What you have to do:
Look below for lines that hold the string "Nearby" and copy each one.

┌──

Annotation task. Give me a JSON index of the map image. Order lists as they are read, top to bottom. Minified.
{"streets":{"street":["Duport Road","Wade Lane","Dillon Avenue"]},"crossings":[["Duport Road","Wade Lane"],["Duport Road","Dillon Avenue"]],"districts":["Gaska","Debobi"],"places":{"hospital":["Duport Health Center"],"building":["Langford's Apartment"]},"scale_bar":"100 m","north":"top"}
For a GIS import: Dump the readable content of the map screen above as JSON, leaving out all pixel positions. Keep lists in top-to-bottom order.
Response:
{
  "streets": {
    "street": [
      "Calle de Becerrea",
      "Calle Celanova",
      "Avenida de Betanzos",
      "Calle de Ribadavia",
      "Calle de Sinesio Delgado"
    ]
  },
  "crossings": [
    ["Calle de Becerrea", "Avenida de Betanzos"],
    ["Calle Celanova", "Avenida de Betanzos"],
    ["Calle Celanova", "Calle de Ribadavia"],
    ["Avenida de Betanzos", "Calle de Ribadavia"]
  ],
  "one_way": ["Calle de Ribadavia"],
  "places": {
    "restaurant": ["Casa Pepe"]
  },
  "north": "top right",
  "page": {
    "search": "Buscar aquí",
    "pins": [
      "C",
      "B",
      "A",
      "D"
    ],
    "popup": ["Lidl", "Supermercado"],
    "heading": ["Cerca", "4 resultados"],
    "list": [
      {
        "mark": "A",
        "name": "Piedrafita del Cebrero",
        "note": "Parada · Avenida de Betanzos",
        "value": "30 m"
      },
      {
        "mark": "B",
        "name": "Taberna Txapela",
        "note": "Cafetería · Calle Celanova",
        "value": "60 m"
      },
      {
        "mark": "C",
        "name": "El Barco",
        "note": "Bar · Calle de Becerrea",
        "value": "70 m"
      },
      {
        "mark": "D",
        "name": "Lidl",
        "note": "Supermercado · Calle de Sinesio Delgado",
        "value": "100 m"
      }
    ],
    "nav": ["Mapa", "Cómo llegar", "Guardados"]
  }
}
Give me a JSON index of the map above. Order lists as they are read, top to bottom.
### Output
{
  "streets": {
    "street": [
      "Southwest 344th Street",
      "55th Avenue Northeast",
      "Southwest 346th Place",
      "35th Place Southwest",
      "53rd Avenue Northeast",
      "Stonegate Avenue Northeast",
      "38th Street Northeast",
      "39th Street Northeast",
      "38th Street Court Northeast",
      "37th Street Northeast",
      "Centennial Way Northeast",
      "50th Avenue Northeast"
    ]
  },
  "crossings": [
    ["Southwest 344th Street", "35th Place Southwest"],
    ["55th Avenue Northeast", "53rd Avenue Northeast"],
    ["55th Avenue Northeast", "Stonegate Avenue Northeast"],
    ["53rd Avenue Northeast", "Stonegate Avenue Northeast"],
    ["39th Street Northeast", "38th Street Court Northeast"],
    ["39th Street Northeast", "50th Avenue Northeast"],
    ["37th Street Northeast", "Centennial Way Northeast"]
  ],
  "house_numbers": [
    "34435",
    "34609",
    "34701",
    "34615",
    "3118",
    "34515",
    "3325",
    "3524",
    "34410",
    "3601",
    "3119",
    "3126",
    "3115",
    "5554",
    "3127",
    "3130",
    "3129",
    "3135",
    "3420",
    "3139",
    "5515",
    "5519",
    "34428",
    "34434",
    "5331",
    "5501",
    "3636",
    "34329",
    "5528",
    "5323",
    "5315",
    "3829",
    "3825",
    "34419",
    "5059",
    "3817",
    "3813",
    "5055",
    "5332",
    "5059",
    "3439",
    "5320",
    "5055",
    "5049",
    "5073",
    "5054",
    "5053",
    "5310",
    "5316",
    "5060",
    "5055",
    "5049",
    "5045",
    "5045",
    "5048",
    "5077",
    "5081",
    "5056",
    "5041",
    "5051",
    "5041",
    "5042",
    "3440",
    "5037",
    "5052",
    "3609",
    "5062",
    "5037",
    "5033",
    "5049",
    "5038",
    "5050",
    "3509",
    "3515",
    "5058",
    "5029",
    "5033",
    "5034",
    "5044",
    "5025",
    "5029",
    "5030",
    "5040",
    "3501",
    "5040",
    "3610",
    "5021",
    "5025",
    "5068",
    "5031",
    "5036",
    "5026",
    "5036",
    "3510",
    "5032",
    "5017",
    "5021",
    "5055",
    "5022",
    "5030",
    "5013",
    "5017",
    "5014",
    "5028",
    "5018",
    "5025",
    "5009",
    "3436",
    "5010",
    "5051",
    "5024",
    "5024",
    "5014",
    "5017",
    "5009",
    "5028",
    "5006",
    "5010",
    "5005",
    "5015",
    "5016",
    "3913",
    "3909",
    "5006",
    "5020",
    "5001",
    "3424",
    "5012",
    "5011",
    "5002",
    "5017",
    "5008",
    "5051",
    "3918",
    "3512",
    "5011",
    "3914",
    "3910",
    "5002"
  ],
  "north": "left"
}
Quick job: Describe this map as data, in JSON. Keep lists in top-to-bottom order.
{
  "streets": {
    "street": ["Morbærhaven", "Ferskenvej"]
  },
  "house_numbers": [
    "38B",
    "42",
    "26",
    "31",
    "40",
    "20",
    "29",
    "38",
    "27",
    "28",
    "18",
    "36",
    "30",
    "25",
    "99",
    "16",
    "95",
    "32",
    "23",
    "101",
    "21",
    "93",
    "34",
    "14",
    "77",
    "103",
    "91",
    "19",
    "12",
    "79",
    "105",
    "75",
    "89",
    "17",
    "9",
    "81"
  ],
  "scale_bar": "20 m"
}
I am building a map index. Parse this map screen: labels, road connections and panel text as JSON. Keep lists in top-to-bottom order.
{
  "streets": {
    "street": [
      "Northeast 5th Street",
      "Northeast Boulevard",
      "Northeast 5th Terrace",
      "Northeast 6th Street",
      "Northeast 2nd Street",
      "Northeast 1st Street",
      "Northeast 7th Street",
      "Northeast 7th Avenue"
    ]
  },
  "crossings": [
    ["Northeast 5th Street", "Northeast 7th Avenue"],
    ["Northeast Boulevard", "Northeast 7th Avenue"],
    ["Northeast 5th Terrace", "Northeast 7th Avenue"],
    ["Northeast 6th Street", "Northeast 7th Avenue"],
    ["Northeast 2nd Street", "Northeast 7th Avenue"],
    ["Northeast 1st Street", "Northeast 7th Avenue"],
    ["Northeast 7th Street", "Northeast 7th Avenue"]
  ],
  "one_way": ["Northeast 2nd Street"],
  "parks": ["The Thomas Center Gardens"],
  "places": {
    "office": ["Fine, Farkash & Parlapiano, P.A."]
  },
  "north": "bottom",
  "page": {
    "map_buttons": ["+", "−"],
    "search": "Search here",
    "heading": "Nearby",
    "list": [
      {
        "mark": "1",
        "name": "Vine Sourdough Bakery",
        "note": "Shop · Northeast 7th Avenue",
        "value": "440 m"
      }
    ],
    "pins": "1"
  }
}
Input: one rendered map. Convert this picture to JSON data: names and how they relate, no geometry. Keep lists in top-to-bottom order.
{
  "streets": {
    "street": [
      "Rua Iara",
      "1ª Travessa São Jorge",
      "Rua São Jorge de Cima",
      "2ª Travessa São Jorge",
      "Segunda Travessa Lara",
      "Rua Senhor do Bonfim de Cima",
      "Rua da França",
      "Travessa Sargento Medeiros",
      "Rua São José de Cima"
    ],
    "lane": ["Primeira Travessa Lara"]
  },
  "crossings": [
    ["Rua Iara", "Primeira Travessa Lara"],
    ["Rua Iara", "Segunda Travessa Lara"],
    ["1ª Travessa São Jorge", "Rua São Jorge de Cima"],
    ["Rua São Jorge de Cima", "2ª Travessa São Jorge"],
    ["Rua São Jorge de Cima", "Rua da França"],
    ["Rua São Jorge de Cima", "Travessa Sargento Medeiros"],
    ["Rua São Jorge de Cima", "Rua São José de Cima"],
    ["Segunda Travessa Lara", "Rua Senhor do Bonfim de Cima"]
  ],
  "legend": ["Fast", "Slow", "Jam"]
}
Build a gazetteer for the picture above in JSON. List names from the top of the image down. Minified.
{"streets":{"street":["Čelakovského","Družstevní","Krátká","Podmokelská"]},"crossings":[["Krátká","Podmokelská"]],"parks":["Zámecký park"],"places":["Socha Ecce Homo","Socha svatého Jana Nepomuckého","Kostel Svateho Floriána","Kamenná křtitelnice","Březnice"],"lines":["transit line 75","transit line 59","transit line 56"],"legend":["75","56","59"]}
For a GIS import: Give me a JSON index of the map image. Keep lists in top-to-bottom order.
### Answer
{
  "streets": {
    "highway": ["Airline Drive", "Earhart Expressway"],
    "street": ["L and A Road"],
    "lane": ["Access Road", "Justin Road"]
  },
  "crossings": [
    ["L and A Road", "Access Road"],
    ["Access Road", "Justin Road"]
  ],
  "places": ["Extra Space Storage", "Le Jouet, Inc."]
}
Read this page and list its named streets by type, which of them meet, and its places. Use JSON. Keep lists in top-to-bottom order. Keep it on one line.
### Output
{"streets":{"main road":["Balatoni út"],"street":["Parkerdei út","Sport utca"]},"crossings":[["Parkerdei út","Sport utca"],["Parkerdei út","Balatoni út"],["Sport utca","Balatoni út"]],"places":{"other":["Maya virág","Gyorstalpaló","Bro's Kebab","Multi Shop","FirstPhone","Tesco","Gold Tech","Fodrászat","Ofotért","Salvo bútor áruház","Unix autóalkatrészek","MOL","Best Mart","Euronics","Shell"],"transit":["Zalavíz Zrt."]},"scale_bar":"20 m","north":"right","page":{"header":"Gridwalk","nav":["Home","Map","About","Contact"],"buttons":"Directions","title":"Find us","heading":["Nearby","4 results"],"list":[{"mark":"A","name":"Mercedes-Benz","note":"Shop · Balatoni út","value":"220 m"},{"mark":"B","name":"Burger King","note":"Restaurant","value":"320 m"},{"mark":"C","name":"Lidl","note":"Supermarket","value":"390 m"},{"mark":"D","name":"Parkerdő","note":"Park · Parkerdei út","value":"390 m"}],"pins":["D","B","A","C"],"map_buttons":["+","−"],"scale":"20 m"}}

└──

Task response:
    "heading": "Nearby",
{"streets":{"main road":["Balatoni út"],"street":["Parkerdei út","Sport utca"]},"crossings":[["Parkerdei út","Sport utca"],["Parkerdei út","Balatoni út"],["Sport utca","Balatoni út"]],"places":{"other":["Maya virág","Gyorstalpaló","Bro's Kebab","Multi Shop","FirstPhone","Tesco","Gold Tech","Fodrászat","Ofotért","Salvo bútor áruház","Unix autóalkatrészek","MOL","Best Mart","Euronics","Shell"],"transit":["Zalavíz Zrt."]},"scale_bar":"20 m","north":"right","page":{"header":"Gridwalk","nav":["Home","Map","About","Contact"],"buttons":"Directions","title":"Find us","heading":["Nearby","4 results"],"list":[{"mark":"A","name":"Mercedes-Benz","note":"Shop · Balatoni út","value":"220 m"},{"mark":"B","name":"Burger King","note":"Restaurant","value":"320 m"},{"mark":"C","name":"Lidl","note":"Supermarket","value":"390 m"},{"mark":"D","name":"Parkerdő","note":"Park · Parkerdei út","value":"390 m"}],"pins":["D","B","A","C"],"map_buttons":["+","−"],"scale":"20 m"}}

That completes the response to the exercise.